A recent report by Di Ciaula et al. from two referral centers in Southern Italy provides data on contemporary eradication rates in more than 2000 patients evaluated for H. pylori therapy; 60% were treatment naïve [1]. Various empiric therapies were utilized; susceptibility testing was not done. The prevalence of clarithromycin resistance in the population was estimated as approximately 30%. Although many regimens were used, acceptable or excellent cure rates were achieved only with 10 day sequential therapy (89.9%) and 10 day bismuth quadruple therapy (100%). Standard 7 day clarithromycin triple therapy cured 71% and levofloxacin triple therapy cured only 57%. The authors concluded that current practices put patients at risk for poor outcomes and point to the need for using therapy based on local susceptibility patterns [1].
Following the introduction of penicillin in the late 1940s, patients with pneumonia routinely received effective therapy with 600,000 units of penicillin b.i.d. The development of penicillin resistant strains in the 1970s provided a rude awakening and resulted in changes in practice. It also spurred the creation of local, regional, and global antimicrobial surveillance programs to track resistance patterns and inform guidelines for empirical antimicrobial therapy. This resulted in greater treatment uniformity and better outcomes.
In the same vein, the rise in antimicrobial resistant H. pylori has forced gastroenterologists to realize that H. pylori should be investigated and treated as other infectious diseases [2]. Infectious disease clinicians use culture and susceptibility data to select therapies to which the organism is known to be susceptible. Antibiotics are used empirically when the choice can be based on local and region-specific susceptibility data. This approach ensures high cure rates and optimizes antibiotic use. Susceptibility data are needed for H. pylori and it behooves the GI community to lobby, demand local, national, and even global surveillance systems to track resistance patterns and inform strategies for dealing with emerging resistance [3].
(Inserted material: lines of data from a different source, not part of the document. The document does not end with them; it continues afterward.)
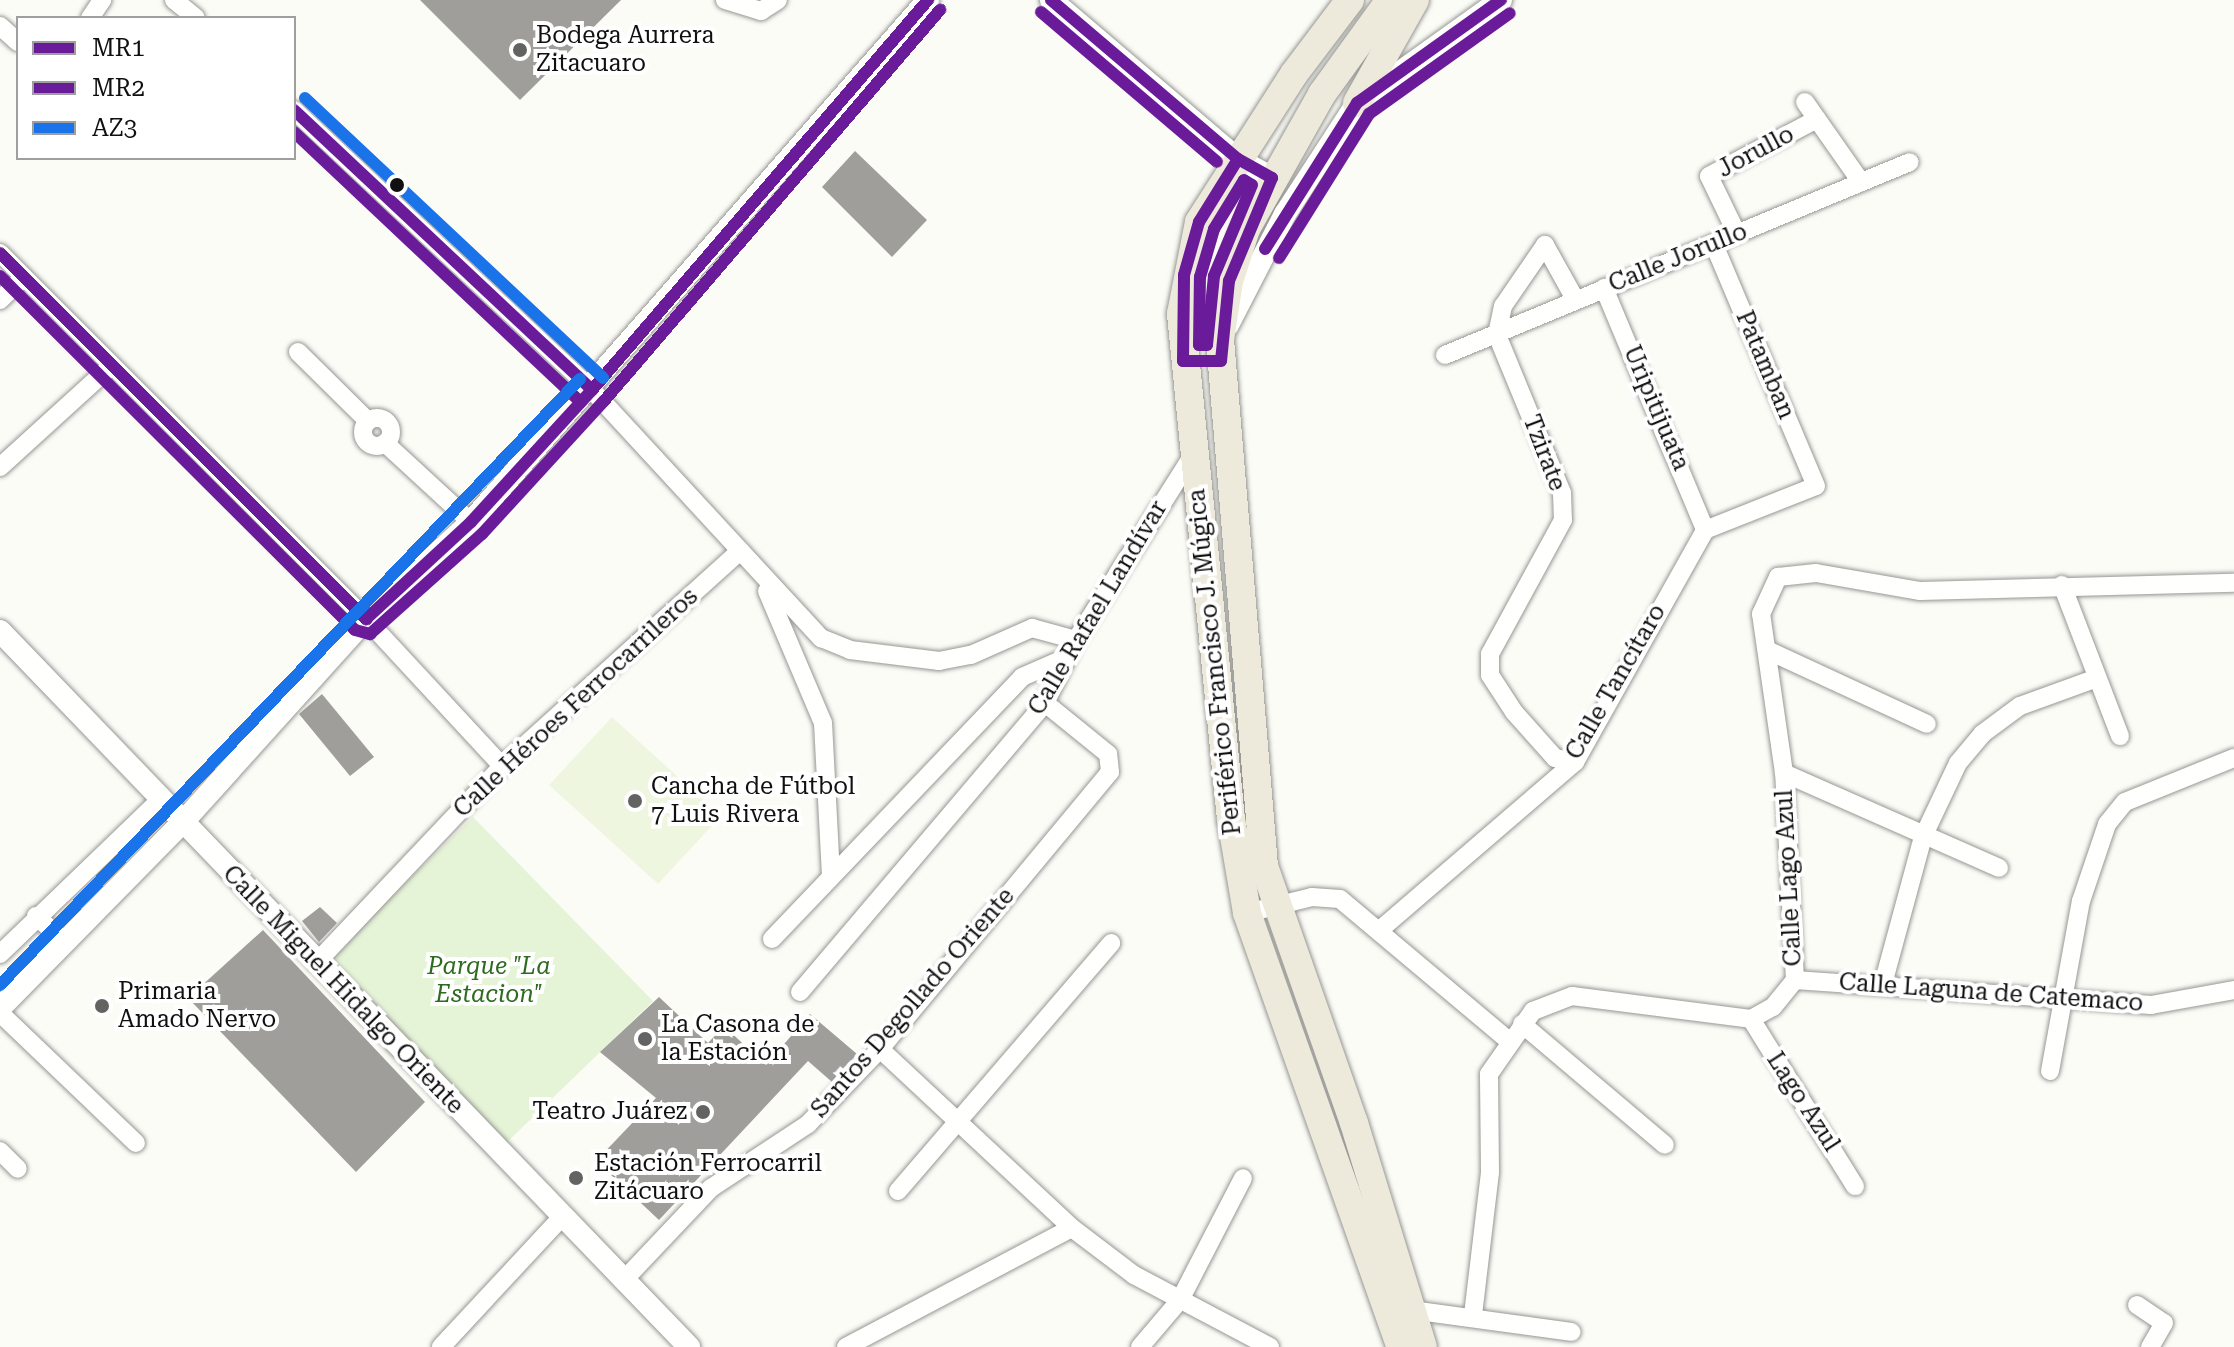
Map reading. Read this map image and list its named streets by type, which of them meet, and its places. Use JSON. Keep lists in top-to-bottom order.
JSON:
{
  "streets": {
    "main road": ["Periférico Francisco J. Múgica"],
    "street": [
      "Jorullo",
      "Calle Jorullo",
      "Patamban",
      "Uripitijuata",
      "Tzirate",
      "Calle Rafael Landívar",
      "Calle Tancítaro",
      "Calle Héroes Ferrocarrileros",
      "Calle Lago Azul",
      "Calle Miguel Hidalgo Oriente",
      "Calle Laguna de Catemaco",
      "Santos Degollado Oriente",
      "Lago Azul"
    ]
  },
  "crossings": [
    ["Jorullo", "Calle Jorullo"],
    ["Calle Jorullo", "Patamban"],
    ["Calle Jorullo", "Uripitijuata"],
    ["Calle Jorullo", "Tzirate"],
    ["Patamban", "Uripitijuata"],
    ["Patamban", "Calle Tancítaro"],
    ["Uripitijuata", "Calle Tancítaro"],
    ["Tzirate", "Calle Tancítaro"],
    ["Calle Rafael Landívar", "Periférico Francisco J. Múgica"],
    ["Calle Rafael Landívar", "Santos Degollado Oriente"],
    ["Calle Héroes Ferrocarrileros", "Calle Miguel Hidalgo Oriente"],
    ["Calle Lago Azul", "Calle Laguna de Catemaco"],
    ["Calle Lago Azul", "Lago Azul"],
    ["Calle Miguel Hidalgo Oriente", "Santos Degollado Oriente"]
  ],
  "parks": ["Parque \"La Estacion\""],
  "places": [
    "Bodega Aurrera Zitacuaro",
    "Cancha de Fútbol 7 Luis Rivera",
    "Primaria Amado Nervo",
    "La Casona de la Estación",
    "Teatro Juárez",
    "Estación Ferrocarril Zitácuaro"
  ],
  "lines": ["transit line MR1", "transit line MR2", "transit line AZ3"],
  "legend": ["MR1", "MR2", "AZ3"]
}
By 2000, it was clear that in Italy clarithromycin resistance had compromised standard triple therapy and cure rates of 75% or less were common [4, 5]. Despite low cure rates, national and international guidelines continued to recommend clarithromycin containing triple therapy until recently. In Italy, the failure of clarithromycin triple therapy resulted in the introduction of sequential therapy, a new clarithromycin containing regimen that added a fourth antibiotic, metronidazole [6]. Development of sequential therapy focused on comparisons of the new regimen to then known ineffective clarithromycin triple therapies rather than attempting to fully understand the strengths and limitations of sequential therapy. Sequential therapy ultimately proved ineffective as it was undermined by metronidazole and dual metronidazole-clarithromycin resistance in many regions and was eventually abandoned as obsolete.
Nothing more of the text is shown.